The question is boring to this extent. People expect some life-affirming response to questions of meaning; indeed, such thoughts carry over even into those who have done away with tawdry metaphysical responses to this ‘need’. But their questions, stripped of the magical aura of silly religious nonsense and circular arguments, are even more distasteful – because we should be done with such answers, but not necessarily with the questions.
For example, the line of books by Alain de Botton read like pop-psych with a hint of philosophical exegesis. Really, it seems almost a discredit to Schopenhauer to have him appear in one of de Botton’s books; or, recently, Ronald Aronson has attempted to cover the holes lefts by the sharp-shooting of the ‘Gnu Atheists’ by writing about the fulfilled godless life. Yet, Aronson’s bland and circular book, despite praise from Ehrenreich and Hitchens, and because of its attempts at arguments that tend to be nothing but fairly eloquent ramblings, only confirm my thesis that answering this question is often boring. It is too personal to echo any further than your own life and your loved ones.
This of course is different to political ideals of, for example, defending and promoting autonomy (different things). This, too, falls into the category of providing me with meaning but I can safely say why its actualisation is not limited to my life. Yet, this, too, is not what people are looking for when answering this question: they appear in need of something permanent and, by its very engagement, producing smoke called fulfilment. Yet what machine will suffice? I don’t think any will. And anyone that claims to answer the question, absolutely, are precisely those we, as secularists, should attack.
The point is this: we are secularists because we have overcome any abstract moral totality; because we have done away with any metaphysical system which answers the Sisphyean ‘human condition’ projected, as it is, toward death; because we suspect anyone and anything claiming to answer these demands – of meaning, morality and metaphysics – using the megaphone of ‘certainty’.

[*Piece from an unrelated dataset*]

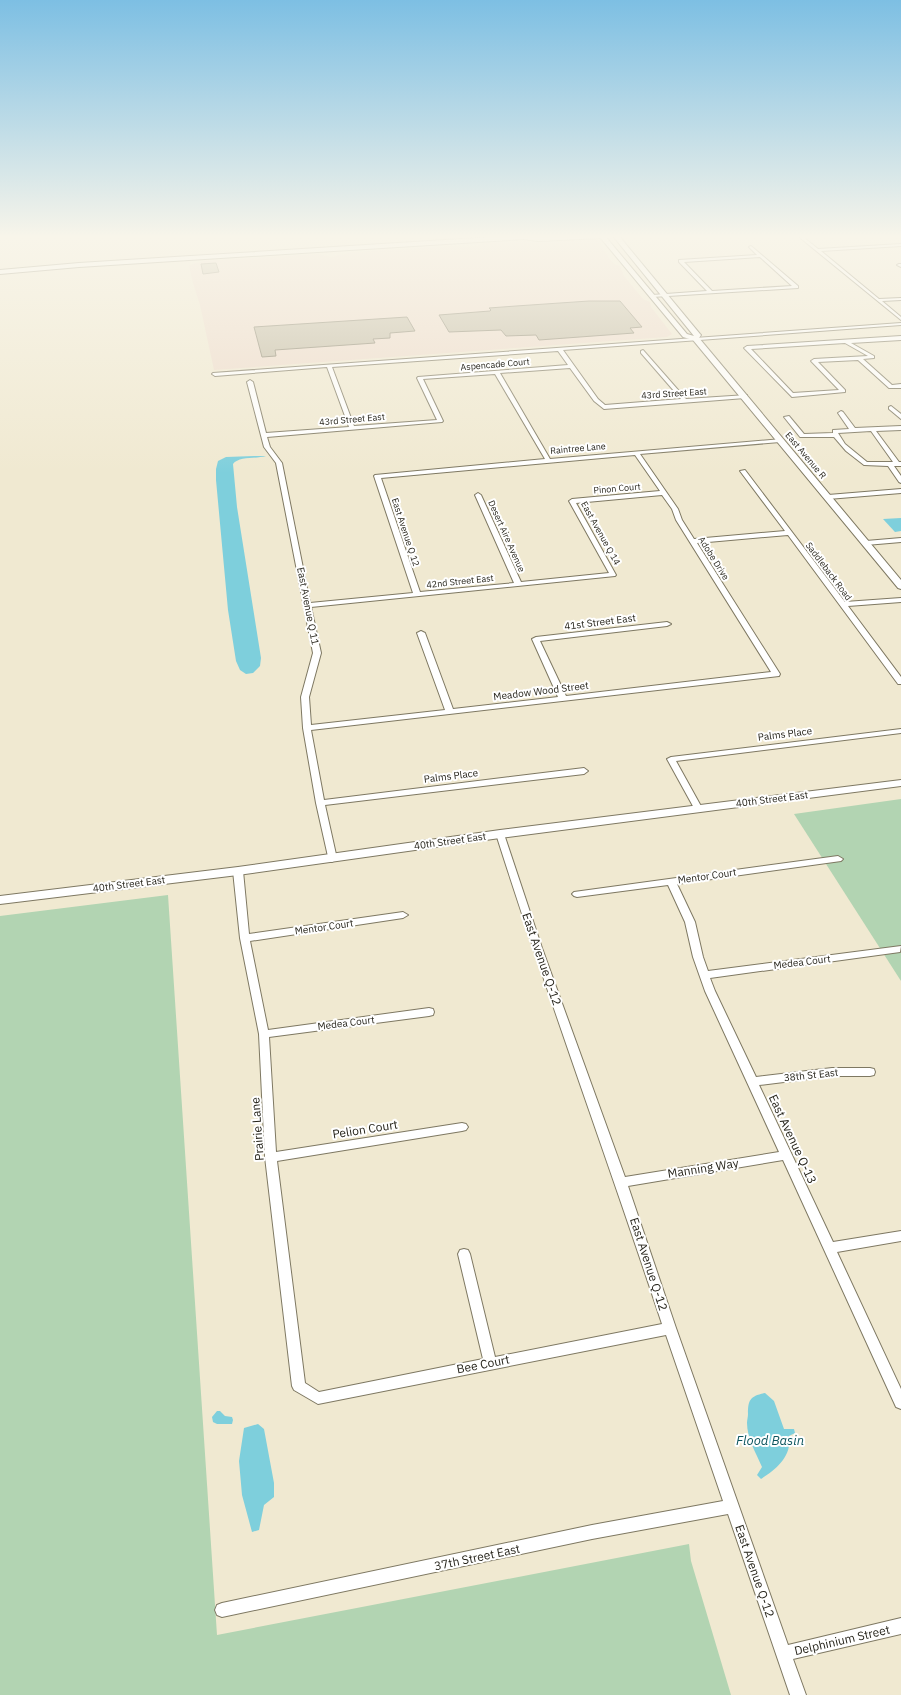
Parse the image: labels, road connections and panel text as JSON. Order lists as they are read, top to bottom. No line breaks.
{"streets":{"main road":["East Avenue R","40th Street East"],"street":["Aspencade Court","43rd Street East","Raintree Lane","Pinon Court","East Avenue Q 12","East Avenue Q 14","Desert Aire Avenue","Adobe Drive","Saddleback Road","42nd Street East","East Avenue Q 11","41st Street East","Meadow Wood Street","Palms Place","Mentor Court","East Avenue Q-12","Medea Court","38th St East","Prairie Lane","Pelion Court","East Avenue Q-13","Manning Way","Bee Court","37th Street East","Delphinium Street"]},"crossings":[["Aspencade Court","43rd Street East"],["43rd Street East","East Avenue R"],["43rd Street East","East Avenue Q 11"],["Raintree Lane","East Avenue R"],["Raintree Lane","East Avenue Q 12"],["Raintree Lane","Adobe Drive"],["Pinon Court","East Avenue Q 14"],["Pinon Court","Adobe Drive"],["East Avenue Q 12","42nd Street East"],["East Avenue Q 14","42nd Street East"],["Desert Aire Avenue","42nd Street East"],["Adobe Drive","Meadow Wood Street"],["42nd Street East","East Avenue Q 11"],["East Avenue Q 11","Meadow Wood Street"],["East Avenue Q 11","Palms Place"],["East Avenue Q 11","40th Street East"],["41st Street East","Meadow Wood Street"],["Palms Place","40th Street East"],["40th Street East","East Avenue Q-12"],["40th Street East","Prairie Lane"],["Mentor Court","Prairie Lane"],["Mentor Court","East Avenue Q-13"],["East Avenue Q-12","Manning Way"],["East Avenue Q-12","Bee Court"],["East Avenue Q-12","37th Street East"],["East Avenue Q-12","Delphinium Street"],["Medea Court","Prairie Lane"],["Medea Court","East Avenue Q-13"],["38th St East","East Avenue Q-13"],["Prairie Lane","Pelion Court"],["Prairie Lane","Bee Court"],["East Avenue Q-13","Manning Way"]],"water":["Flood Basin"]}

The complexity of our existence is not that it should be solved but that we should weed out all the idiotic answers to it. By basing ourselves on the fundamental realisation that there will never be an answer that satisfies all, that indeed the individualised and isolated domains of meaning rarely, if ever, dovetail to take flight, we can more easily get on with appreciating those things that do fulfil us. Whatever they are, Goethe or Gaga.